## What the exercise asks
Below are some entries. Copy each line that holds the string "this".

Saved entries
[Start of section]

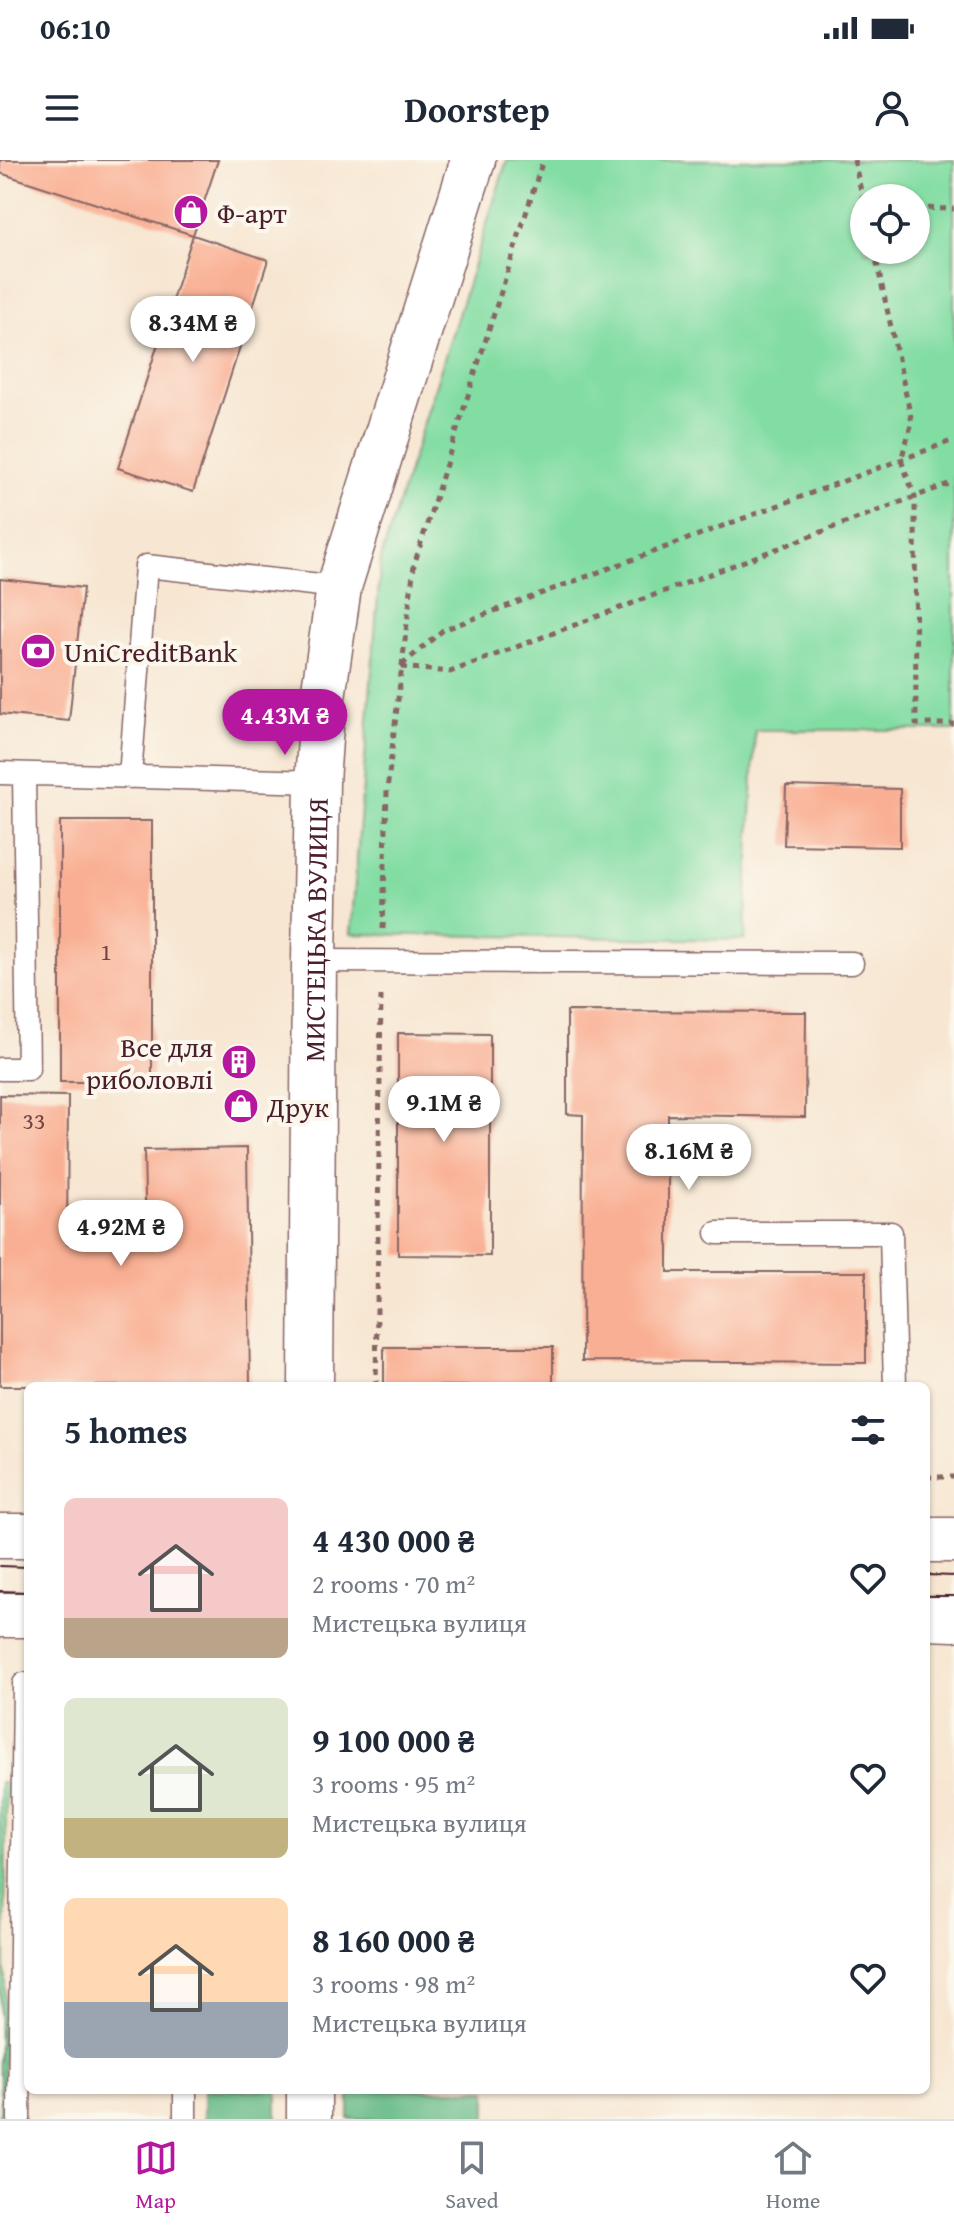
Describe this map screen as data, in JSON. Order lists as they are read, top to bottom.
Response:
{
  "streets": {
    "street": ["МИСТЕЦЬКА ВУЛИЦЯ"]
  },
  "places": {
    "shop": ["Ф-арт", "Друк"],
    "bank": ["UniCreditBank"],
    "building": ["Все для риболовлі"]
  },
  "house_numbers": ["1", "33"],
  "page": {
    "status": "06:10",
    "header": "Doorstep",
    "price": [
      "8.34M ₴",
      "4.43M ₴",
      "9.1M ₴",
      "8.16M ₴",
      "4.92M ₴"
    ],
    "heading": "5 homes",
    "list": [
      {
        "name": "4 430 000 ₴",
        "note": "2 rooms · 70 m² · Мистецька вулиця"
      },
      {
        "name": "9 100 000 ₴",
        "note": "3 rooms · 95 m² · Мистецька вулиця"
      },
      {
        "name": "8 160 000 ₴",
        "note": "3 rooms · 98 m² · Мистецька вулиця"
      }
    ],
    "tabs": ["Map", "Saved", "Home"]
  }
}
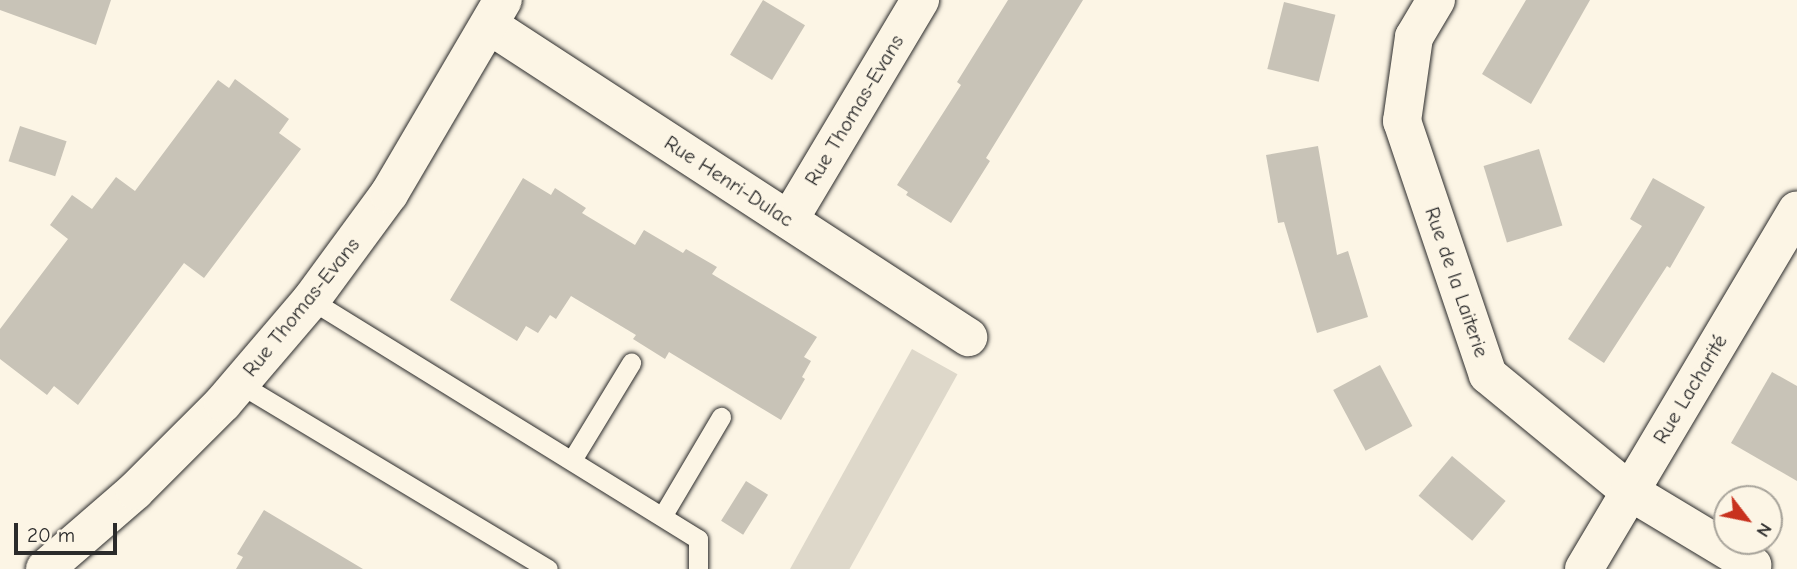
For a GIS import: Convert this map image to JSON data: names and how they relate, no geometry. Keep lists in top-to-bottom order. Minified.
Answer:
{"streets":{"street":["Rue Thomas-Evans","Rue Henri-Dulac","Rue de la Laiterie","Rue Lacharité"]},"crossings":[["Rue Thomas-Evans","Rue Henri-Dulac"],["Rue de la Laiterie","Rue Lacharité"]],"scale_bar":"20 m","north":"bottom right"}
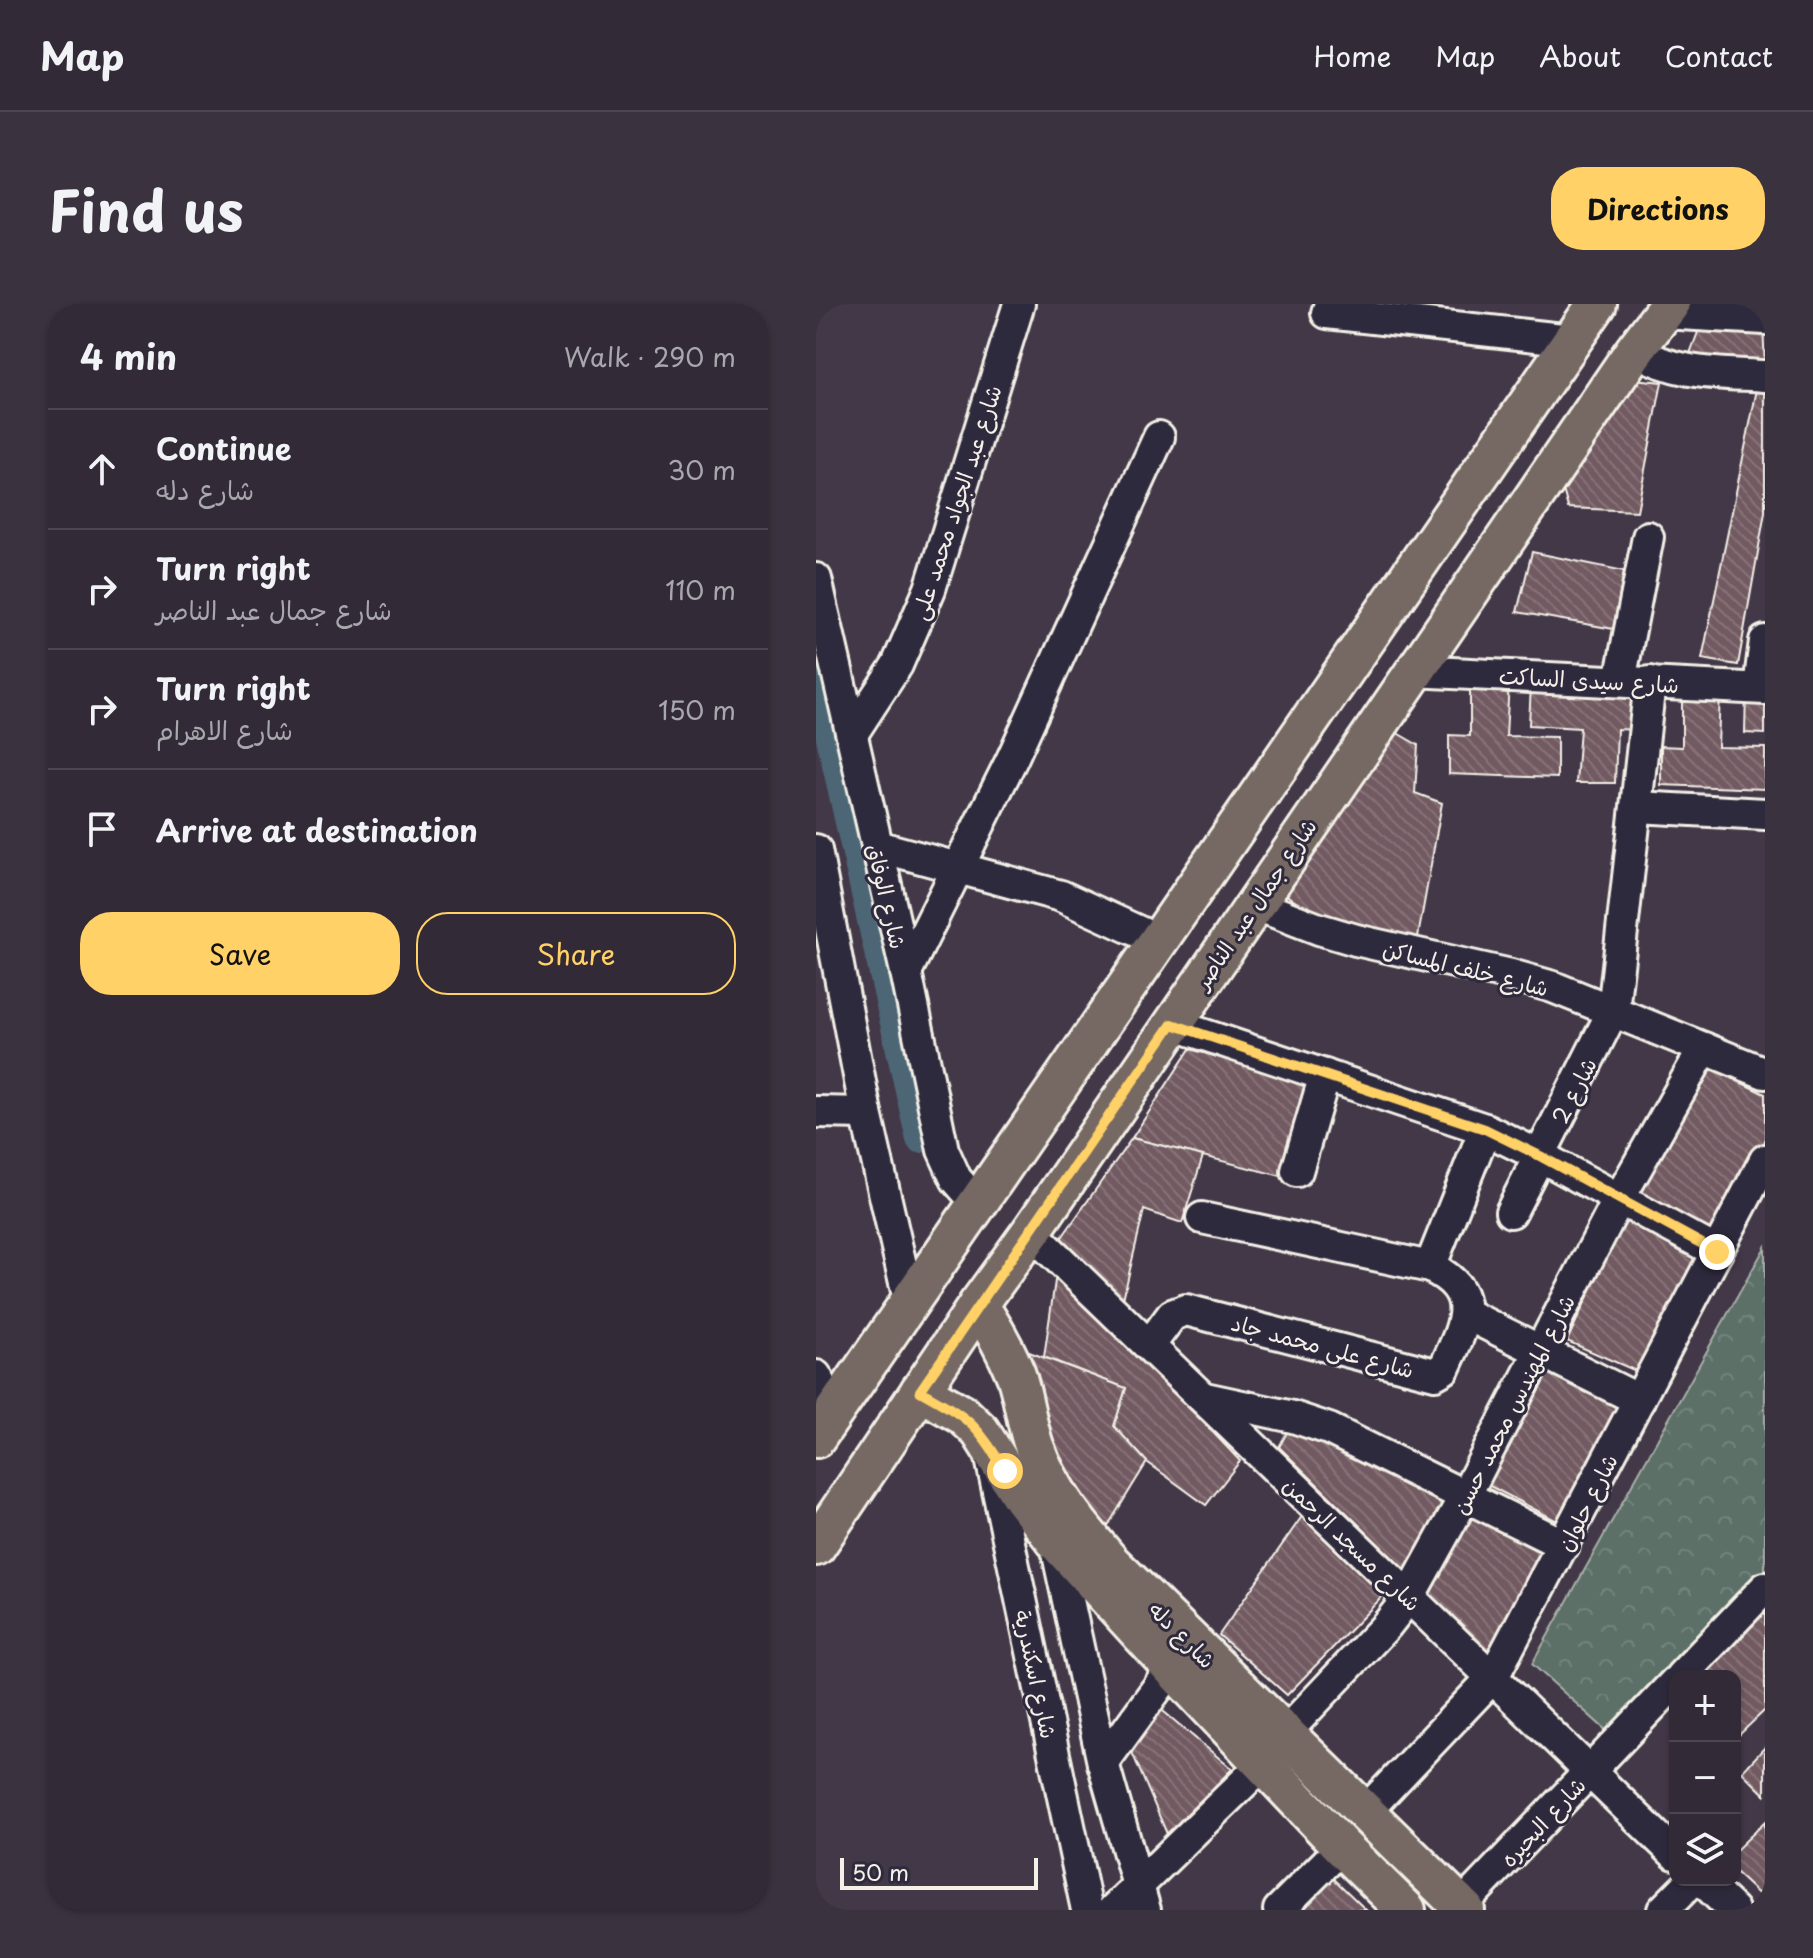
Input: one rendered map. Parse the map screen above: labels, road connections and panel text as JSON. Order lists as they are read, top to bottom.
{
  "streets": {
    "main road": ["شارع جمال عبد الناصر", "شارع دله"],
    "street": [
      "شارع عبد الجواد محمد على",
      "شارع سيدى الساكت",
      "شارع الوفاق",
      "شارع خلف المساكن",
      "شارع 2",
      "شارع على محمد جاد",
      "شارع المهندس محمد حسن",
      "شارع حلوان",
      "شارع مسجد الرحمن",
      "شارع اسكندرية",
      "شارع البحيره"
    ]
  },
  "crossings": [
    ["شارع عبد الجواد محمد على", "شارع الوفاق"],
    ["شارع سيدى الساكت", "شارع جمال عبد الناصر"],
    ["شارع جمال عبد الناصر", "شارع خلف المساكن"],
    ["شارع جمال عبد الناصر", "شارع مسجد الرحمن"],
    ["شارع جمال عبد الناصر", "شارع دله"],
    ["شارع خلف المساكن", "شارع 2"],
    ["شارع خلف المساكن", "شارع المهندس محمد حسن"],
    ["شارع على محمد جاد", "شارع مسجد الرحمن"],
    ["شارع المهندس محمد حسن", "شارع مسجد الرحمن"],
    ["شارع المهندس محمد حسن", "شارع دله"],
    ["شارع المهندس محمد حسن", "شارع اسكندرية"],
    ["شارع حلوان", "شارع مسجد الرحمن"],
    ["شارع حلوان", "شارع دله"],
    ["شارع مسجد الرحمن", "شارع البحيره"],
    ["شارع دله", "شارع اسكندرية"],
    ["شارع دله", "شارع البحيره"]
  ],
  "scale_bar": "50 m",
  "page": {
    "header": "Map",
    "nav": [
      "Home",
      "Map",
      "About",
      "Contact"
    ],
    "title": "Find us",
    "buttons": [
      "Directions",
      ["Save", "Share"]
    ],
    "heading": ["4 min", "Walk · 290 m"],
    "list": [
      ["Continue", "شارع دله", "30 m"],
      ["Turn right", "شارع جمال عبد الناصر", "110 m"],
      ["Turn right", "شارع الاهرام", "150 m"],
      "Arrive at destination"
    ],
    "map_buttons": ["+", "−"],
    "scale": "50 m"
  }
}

[End of section]

## Task answer
Describe this map screen as data, in JSON. Order lists as they are read, top to bottom.
For a GIS import: Convert this map image to JSON data: names and how they relate, no geometry. Keep lists in top-to-bottom order. Minified.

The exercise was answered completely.